= EXERCISE DETAILS =
Go line by line through the data and copy those with the word "lane".

= Saved entries =
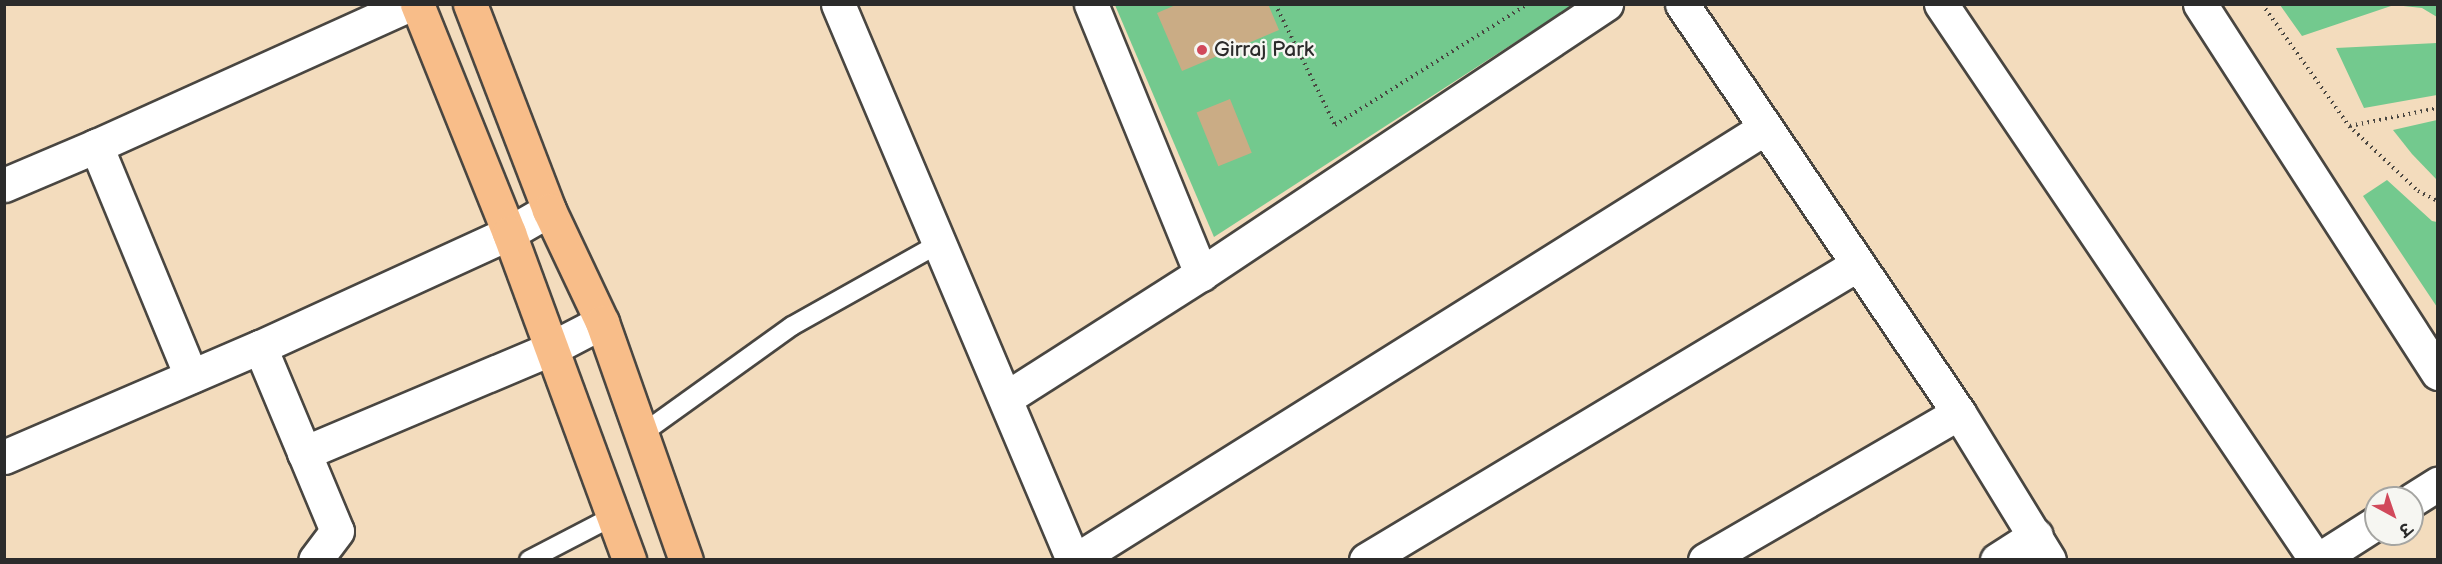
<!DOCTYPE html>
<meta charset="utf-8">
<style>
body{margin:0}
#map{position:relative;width:2442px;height:564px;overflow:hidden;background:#f3dcbd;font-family:"Balsamiq Sans","Playpen Sans Deva",sans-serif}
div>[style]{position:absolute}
.green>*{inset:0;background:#73c98e}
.building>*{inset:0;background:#caac85;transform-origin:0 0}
.path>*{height:4px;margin-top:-2px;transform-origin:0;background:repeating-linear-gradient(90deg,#494641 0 1.5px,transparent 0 6px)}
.roads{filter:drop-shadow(2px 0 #494641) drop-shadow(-2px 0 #494641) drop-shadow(0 2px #494641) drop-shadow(0 -2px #494641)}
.lane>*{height:18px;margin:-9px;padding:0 9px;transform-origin:9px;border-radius:9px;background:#fff}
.street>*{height:33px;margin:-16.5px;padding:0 16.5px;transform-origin:16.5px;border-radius:16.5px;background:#fff}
.primary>*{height:33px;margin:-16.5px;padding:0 16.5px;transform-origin:16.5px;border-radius:16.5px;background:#f8bd89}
.dots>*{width:16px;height:16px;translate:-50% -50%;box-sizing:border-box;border:3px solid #f6f6f2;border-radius:50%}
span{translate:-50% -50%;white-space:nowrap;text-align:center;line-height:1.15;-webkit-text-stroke:5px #f6f6f2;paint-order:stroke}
.poi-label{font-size:21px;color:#2b2b2b}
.left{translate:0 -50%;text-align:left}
.frame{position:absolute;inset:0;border:6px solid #2b2b2b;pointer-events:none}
.north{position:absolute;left:2364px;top:486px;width:60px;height:60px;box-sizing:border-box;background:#f6f6f2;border:2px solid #a5a5a2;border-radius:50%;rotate:140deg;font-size:16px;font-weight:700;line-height:24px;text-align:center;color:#2b2b2b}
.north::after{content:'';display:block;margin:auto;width:21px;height:27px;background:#d1495b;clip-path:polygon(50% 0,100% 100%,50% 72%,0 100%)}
</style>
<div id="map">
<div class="green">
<div style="clip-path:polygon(1115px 5px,1573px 5px,1214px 237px)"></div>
<div style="clip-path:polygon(2280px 5px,2437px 5px,2437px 17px,2422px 8px,2394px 5px,2302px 36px)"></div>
<div style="clip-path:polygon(2437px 43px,2437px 95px,2364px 108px,2336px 48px)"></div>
<div style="clip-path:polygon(2437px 120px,2438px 120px,2437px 180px,2412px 154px,2393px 130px)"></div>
<div style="clip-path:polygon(2387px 180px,2432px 221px,2437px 222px,2437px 307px,2363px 196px)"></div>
</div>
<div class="building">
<div style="clip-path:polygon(1178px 4px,1268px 4px,1279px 30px,1182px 71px,1157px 13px)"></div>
<div style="left:1230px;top:99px;width:58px;height:36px;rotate:68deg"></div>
</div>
<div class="path">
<div style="left:1275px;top:4px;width:135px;rotate:63.6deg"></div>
<div style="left:1335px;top:125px;width:228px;rotate:-32.1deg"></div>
<div style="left:2262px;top:4px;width:150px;rotate:54.5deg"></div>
<div style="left:2349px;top:126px;width:95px;rotate:43.3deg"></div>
<div style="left:2418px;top:191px;width:22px;rotate:27deg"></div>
<div style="left:2350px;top:126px;width:90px;rotate:-11.6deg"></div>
</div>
<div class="roads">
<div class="lane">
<div style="left:643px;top:433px;width:183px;rotate:-35.7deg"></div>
<div style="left:792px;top:326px;width:170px;rotate:-29.3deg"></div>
<div style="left:529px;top:560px;width:93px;rotate:-27.4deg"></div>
</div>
<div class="street">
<div style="left:838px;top:4px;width:604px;rotate:67.09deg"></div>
<div style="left:1091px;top:4px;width:292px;rotate:67.8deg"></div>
<div style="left:1682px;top:4px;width:494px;rotate:55.9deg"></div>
<div style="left:1959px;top:413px;width:172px;rotate:58.5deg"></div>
<div style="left:1941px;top:4px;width:671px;rotate:56deg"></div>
<div style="left:2200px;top:4px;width:439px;rotate:57.2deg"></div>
<div style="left:4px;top:185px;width:100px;rotate:-23deg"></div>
<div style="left:260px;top:347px;width:199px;rotate:67.3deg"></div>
<div style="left:337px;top:531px;width:36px;rotate:127deg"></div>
<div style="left:191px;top:376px;width:249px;rotate:-112.4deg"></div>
<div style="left:96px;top:146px;width:346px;rotate:-24.3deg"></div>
<div style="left:1006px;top:398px;width:231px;rotate:-32.5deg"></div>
<div style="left:1201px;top:274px;width:487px;rotate:-33.7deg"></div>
<div style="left:304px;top:453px;width:269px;rotate:-22.9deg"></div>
<div style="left:552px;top:348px;width:56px;rotate:-27.5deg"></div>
<div style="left:4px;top:457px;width:279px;rotate:-23.3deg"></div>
<div style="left:260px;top:347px;width:274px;rotate:-24.6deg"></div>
<div style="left:509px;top:233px;width:46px;rotate:-29.9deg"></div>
<div style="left:2412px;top:500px;width:31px;rotate:-32deg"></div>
<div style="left:1076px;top:560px;width:813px;rotate:-32.09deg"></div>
<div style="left:1366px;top:560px;width:574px;rotate:-31.03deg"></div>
<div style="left:1705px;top:560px;width:293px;rotate:-30.1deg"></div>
<div style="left:1997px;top:560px;width:46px;rotate:-32.7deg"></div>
<div style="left:2318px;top:560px;width:69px;rotate:-32.5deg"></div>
</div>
<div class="primary">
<div style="left:417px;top:4px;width:247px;rotate:68.1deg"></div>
<div style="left:509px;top:233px;width:348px;rotate:69.8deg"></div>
<div style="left:470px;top:4px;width:221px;rotate:69deg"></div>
<div style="left:549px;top:210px;width:124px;rotate:64.7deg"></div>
<div style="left:602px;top:322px;width:252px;rotate:70.6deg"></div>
</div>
</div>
<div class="dots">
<div style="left:1202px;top:50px;background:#d1495b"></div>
</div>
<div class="poi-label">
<span class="left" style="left:1214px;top:50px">Girraj Park</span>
</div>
<div class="frame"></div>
<div class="north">उ</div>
</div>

= ANSWER FOR THIS EXERCISE =
.lane>*{height:18px;margin:-9px;padding:0 9px;transform-origin:9px;border-radius:9px;background:#fff}
<div class="lane">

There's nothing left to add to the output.